== Input data ==
<<<<

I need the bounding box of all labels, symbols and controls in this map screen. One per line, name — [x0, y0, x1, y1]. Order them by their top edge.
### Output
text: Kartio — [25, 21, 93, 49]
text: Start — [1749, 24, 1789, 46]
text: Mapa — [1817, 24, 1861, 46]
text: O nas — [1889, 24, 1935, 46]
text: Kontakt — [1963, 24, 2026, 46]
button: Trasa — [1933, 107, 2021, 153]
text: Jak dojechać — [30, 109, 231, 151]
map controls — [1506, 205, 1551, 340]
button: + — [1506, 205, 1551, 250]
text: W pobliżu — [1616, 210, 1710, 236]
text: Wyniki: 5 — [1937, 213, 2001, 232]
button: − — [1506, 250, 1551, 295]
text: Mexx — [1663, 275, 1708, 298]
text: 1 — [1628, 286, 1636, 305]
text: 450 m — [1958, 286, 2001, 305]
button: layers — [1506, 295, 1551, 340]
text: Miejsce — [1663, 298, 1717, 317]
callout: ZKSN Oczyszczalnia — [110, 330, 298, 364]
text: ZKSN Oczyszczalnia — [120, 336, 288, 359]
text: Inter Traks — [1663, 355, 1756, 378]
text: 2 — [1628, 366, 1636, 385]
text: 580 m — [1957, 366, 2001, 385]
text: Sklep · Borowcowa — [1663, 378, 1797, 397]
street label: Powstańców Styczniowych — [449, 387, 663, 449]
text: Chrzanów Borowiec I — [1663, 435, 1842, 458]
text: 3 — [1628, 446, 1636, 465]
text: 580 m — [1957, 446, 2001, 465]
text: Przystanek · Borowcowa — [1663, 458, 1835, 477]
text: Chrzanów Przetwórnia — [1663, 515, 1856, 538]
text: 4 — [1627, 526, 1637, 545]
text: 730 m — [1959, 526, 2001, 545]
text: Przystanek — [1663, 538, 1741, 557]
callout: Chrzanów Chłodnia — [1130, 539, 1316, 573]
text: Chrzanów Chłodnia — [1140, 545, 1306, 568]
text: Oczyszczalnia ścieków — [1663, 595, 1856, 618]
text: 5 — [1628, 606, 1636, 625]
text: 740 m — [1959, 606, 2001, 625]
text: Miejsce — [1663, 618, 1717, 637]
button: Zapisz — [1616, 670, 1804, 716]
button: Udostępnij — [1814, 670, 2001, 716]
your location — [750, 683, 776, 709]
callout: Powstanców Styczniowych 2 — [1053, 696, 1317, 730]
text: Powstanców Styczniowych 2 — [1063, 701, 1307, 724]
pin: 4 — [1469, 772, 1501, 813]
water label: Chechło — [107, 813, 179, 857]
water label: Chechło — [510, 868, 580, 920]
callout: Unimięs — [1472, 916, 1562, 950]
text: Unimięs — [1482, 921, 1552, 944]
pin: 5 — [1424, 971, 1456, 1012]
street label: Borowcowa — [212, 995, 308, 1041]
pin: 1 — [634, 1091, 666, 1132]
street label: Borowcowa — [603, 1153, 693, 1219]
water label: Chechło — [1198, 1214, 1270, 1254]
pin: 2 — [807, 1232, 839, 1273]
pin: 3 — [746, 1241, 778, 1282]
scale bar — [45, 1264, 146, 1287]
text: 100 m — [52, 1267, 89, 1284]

>>>>

== Exercise goal ==
Scan the material above. Copy each line that holds the word "ZKSN".

== Written reply ==
callout: ZKSN Oczyszczalnia — [110, 330, 298, 364]
text: ZKSN Oczyszczalnia — [120, 336, 288, 359]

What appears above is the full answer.